DATA EXTRACTS:
━━━━━━━━━━

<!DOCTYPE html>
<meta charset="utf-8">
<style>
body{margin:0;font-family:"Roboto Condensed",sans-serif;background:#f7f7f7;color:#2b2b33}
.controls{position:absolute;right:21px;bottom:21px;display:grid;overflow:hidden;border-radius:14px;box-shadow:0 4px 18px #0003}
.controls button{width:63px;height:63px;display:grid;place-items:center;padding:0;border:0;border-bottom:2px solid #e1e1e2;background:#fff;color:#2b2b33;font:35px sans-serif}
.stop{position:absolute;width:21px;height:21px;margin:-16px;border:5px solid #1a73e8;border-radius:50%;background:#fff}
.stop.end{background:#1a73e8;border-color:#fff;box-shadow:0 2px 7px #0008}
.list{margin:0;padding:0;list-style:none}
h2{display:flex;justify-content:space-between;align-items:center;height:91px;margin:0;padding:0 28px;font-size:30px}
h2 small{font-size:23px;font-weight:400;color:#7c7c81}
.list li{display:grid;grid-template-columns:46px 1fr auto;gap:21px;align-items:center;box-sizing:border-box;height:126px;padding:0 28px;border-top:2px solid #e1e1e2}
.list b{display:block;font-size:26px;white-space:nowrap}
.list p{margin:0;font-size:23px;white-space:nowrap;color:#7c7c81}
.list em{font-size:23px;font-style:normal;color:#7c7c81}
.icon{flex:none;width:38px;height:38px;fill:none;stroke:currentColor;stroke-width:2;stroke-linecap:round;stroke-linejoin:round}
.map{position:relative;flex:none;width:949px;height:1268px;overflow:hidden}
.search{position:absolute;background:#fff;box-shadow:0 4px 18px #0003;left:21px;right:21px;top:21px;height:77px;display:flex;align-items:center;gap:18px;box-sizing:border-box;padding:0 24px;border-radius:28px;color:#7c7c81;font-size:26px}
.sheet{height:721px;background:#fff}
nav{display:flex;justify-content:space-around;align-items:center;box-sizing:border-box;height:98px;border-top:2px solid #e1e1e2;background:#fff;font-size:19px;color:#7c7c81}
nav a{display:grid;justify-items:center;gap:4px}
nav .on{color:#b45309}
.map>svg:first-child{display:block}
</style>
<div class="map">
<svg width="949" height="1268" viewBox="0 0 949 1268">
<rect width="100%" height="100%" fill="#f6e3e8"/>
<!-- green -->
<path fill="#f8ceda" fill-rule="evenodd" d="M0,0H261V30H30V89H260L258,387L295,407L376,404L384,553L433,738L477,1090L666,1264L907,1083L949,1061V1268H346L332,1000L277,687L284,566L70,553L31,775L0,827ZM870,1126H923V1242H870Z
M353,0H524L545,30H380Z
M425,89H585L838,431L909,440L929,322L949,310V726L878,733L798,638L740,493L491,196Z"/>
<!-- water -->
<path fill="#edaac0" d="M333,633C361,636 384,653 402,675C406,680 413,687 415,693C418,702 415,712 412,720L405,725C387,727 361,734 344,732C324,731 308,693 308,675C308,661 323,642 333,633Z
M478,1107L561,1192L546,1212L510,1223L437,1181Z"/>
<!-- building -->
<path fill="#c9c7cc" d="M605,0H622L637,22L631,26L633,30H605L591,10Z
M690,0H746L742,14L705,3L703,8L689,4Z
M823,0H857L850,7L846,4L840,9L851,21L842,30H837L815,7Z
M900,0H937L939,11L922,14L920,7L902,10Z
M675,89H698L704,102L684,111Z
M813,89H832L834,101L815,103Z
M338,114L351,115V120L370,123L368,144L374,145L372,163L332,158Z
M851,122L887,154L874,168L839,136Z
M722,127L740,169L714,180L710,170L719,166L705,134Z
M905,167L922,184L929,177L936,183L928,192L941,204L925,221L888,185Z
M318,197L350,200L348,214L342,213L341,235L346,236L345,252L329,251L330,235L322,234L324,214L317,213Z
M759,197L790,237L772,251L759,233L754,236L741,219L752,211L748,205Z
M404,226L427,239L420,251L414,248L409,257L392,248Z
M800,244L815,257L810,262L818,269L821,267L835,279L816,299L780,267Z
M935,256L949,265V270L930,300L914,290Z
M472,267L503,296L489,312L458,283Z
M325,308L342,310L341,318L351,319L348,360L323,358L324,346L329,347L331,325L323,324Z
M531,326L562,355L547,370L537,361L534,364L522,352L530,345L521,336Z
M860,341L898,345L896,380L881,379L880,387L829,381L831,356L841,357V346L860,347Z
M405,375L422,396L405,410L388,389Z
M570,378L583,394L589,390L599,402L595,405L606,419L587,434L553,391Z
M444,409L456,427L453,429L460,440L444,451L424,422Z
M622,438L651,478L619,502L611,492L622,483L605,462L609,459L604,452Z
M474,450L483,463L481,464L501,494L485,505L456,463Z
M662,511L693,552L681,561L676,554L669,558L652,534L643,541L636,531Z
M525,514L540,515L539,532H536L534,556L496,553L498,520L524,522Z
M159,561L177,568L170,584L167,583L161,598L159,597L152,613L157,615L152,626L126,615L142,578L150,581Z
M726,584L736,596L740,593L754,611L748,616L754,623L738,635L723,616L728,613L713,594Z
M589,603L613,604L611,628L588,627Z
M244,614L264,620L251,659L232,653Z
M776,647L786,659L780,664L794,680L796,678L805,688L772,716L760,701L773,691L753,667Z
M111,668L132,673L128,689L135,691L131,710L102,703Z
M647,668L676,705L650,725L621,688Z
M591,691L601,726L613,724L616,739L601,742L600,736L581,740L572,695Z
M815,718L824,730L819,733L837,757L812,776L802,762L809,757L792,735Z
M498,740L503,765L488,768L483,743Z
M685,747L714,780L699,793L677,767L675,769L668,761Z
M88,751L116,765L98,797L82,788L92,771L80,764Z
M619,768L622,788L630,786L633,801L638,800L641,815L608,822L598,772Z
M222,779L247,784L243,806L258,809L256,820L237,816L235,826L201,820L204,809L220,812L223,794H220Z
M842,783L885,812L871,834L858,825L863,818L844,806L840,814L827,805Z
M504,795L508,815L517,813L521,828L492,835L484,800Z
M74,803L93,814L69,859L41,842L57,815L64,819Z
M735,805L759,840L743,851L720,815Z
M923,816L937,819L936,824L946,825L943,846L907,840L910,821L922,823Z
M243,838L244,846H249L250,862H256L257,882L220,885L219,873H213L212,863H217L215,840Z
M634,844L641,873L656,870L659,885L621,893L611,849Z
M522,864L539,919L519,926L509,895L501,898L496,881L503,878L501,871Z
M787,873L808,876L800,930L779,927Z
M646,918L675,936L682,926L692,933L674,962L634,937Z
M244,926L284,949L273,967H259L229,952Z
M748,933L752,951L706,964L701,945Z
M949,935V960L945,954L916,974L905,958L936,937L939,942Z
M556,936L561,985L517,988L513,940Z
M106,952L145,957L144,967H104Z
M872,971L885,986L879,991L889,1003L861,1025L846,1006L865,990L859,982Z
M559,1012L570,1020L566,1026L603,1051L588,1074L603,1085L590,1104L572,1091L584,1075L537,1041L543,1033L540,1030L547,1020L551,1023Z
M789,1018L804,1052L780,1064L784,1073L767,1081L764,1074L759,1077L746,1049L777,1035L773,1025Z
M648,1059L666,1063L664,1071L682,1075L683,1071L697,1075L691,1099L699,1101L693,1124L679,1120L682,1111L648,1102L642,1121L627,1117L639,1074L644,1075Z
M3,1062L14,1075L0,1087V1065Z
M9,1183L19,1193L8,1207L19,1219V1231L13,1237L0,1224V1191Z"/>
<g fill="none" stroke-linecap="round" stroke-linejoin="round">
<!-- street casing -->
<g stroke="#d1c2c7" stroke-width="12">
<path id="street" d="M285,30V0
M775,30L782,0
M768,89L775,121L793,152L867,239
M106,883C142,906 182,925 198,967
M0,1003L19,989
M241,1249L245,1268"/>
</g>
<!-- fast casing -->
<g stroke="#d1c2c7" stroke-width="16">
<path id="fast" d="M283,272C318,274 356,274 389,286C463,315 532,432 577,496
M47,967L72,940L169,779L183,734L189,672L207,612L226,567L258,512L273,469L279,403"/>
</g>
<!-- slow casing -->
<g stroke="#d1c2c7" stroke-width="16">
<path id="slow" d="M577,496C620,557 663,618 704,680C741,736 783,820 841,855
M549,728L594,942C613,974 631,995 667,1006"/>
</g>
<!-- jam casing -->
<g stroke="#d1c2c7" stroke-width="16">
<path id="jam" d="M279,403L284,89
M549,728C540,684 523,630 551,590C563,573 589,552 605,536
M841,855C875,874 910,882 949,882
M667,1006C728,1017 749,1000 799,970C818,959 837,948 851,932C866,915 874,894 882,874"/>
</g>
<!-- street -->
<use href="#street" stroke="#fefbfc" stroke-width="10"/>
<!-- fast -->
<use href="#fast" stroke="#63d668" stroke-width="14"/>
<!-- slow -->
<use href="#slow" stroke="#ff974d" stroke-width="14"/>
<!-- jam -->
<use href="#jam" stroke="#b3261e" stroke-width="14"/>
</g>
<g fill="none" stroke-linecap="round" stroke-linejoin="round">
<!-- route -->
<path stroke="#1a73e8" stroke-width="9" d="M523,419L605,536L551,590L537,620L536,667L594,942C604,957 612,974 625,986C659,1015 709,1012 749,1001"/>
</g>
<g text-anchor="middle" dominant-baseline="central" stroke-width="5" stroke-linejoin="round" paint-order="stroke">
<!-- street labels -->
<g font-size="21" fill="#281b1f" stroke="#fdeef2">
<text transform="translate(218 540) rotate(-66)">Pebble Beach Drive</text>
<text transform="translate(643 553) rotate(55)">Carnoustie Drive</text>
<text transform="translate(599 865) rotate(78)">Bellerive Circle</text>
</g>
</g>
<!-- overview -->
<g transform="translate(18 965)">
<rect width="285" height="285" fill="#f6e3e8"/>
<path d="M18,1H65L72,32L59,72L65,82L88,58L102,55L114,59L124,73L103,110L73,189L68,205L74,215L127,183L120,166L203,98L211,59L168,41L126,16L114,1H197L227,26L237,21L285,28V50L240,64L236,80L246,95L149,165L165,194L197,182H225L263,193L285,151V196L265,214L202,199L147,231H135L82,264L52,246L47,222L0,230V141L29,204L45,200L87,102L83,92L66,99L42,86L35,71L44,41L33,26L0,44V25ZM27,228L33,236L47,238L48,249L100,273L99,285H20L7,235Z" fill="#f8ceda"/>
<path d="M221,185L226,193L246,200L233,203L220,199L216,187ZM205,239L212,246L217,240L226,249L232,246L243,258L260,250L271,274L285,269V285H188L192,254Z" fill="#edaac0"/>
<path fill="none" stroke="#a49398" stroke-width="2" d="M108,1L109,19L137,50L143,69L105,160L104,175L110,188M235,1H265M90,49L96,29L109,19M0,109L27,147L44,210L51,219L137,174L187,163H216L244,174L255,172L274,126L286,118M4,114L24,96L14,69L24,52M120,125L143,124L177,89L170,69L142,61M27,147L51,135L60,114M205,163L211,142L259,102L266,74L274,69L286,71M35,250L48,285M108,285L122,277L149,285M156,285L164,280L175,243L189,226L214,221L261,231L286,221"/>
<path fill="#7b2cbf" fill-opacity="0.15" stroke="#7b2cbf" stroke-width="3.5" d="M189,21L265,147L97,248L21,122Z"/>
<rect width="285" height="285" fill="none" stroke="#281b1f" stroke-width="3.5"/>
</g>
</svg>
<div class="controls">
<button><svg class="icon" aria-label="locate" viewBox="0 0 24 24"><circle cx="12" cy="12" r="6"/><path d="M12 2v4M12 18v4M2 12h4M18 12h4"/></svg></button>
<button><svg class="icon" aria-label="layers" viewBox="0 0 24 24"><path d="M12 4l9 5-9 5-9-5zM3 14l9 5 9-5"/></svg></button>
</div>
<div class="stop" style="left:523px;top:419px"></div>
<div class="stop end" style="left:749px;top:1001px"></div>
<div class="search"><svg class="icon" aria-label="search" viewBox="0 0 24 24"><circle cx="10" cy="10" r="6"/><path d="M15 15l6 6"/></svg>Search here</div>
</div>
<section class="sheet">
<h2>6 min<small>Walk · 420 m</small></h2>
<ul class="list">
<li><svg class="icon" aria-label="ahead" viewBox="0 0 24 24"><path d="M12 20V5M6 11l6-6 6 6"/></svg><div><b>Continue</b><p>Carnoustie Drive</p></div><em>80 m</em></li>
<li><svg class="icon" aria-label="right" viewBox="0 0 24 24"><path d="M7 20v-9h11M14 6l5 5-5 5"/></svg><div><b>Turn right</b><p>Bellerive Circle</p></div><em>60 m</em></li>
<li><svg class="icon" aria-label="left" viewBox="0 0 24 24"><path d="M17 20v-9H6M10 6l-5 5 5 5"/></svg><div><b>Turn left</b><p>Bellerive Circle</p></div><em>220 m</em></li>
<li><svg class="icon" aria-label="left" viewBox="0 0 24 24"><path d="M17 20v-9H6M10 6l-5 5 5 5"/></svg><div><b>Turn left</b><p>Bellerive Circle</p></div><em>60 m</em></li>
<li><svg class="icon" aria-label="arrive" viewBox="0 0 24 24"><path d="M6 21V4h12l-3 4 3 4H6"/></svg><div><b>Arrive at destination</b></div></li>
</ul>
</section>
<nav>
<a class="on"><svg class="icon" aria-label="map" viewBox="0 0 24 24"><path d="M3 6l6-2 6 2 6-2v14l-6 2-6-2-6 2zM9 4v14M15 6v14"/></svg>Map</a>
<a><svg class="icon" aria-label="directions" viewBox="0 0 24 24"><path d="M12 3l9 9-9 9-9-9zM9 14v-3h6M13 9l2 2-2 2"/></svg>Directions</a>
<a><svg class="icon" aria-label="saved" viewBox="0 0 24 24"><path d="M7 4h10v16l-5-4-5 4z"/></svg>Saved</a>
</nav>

━━━━━━━━━━

PROBLEM:
In the records above, find the line with "M504,795L508,815L517,813L521,828L492,835L484,800Z"; write out exactly that line and each one after it, stopping after the line with "M634,844L641,873L656,870L659,885L621,893L611,849Z".

WRITTEN RESPONSE:
M504,795L508,815L517,813L521,828L492,835L484,800Z
M74,803L93,814L69,859L41,842L57,815L64,819Z
M735,805L759,840L743,851L720,815Z
M923,816L937,819L936,824L946,825L943,846L907,840L910,821L922,823Z
M243,838L244,846H249L250,862H256L257,882L220,885L219,873H213L212,863H217L215,840Z
M634,844L641,873L656,870L659,885L621,893L611,849Z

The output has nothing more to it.